This paper develops and illustrates a new approach for the representation of epistemic uncertainty available in the form of sparse point and/or multiple interval data based on the maximum likelihood principle. The proposed methodology solves a nested optimization formulation to find the worst-case maximum likelihood estimates of the distribution parameters of a random variable described by sparse point and/or multiple interval data. This worst-case maximum likelihood estimation (WMLE) approach is general and is able to estimate the parameters of any known probability distributions. The proposed likelihood-based representation of epistemic uncertainty is then used in the framework for robustness-based design optimization to achieve computational efficiency.

As mentioned earlier, there exist a few methods for robust design optimization that can handle both aleatory and epistemic uncertainty. Zaman et al. (2011a) proposed two formulations for robustness-based design optimization under both aleatory and epistemic uncertainty, namely nested and decoupled formulations. In this approach, the uncertainty analysis for the epistemic variables is carried out inside the design optimization framework, which makes these methods computationally expensive. In addition, this approach results in an overly conservative design. Lee and Park (2006) developed a nominal the best type robust design optimization method using incomplete data (i.e., both fully and partially observed data) on a random variable to calculate the optimal operating conditions for the process based on a dual response approach. The efficiency of this surrogate based optimization method is highly dependent on the accuracy of surrogate modeling. In addition, this method has the following limitations. First, this method requires that the underlying random variable be normal. Second, this method is not applicable to all kinds of multiple interval data. In particular, this method is not suitable for the case, where there exists a common region of overlap among the intervals. Third, this approach underestimates input uncertainty.

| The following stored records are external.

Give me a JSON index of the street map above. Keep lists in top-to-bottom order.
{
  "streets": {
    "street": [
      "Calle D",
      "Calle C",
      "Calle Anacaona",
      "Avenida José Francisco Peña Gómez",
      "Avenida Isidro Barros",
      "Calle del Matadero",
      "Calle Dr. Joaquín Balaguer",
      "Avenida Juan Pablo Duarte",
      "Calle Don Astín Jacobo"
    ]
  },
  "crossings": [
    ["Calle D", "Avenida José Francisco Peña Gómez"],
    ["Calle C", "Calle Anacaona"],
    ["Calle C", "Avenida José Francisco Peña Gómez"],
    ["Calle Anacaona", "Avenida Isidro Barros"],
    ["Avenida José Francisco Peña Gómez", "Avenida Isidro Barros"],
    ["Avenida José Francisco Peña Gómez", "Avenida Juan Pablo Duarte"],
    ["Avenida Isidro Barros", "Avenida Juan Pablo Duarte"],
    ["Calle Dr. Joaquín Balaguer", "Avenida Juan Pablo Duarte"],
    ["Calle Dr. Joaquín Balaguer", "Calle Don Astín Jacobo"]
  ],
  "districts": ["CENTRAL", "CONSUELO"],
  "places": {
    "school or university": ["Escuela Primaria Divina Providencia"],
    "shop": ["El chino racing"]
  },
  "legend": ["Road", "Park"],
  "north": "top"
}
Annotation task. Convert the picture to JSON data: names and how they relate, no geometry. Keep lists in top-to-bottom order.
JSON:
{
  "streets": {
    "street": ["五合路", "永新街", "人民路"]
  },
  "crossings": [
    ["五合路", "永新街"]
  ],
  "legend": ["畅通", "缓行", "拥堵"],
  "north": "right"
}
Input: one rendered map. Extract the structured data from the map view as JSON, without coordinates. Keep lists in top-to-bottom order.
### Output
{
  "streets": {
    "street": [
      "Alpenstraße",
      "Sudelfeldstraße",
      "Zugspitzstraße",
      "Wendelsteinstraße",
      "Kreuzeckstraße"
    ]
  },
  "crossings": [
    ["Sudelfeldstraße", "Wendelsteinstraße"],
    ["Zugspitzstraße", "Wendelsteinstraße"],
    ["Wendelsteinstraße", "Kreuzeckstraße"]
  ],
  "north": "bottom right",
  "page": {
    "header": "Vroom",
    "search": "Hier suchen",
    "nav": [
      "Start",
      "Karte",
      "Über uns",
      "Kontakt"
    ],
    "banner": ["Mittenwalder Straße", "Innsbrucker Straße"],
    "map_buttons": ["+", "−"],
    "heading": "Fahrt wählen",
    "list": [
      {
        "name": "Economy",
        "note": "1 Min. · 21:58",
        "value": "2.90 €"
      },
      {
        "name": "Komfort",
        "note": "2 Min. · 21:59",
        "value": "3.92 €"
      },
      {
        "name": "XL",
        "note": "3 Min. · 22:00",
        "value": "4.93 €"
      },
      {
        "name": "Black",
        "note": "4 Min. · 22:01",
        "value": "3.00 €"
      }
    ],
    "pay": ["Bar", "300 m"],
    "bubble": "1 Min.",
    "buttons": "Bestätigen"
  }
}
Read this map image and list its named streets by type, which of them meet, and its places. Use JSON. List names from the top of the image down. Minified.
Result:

Most existing methods of robust design are computationally expensive and result in an overly conservative or overly optimistic design. In this paper, a single-loop formulation is proposed to completely separate the epistemic analysis from the design optimization framework to achieve computational efficiency. In the context of interval uncertainty, the proposed likelihood-based single-loop approach generates realistic solutions as the resulting design is not too optimistic or too conservative. In order to investigate the efficiency of the proposed method, the robust optimization method (i.e., decoupled formulation) developed in Zaman et al. (2011a) is also studied in this paper. We have also studied and modified the robust optimization method developed in Lee and Park (2006) to include non-normal random variables. The proposed method is illustrated by using a mathematical example and an engineering example (the conceptual level design process of a two-stage-to-orbit (TSTO) vehicle).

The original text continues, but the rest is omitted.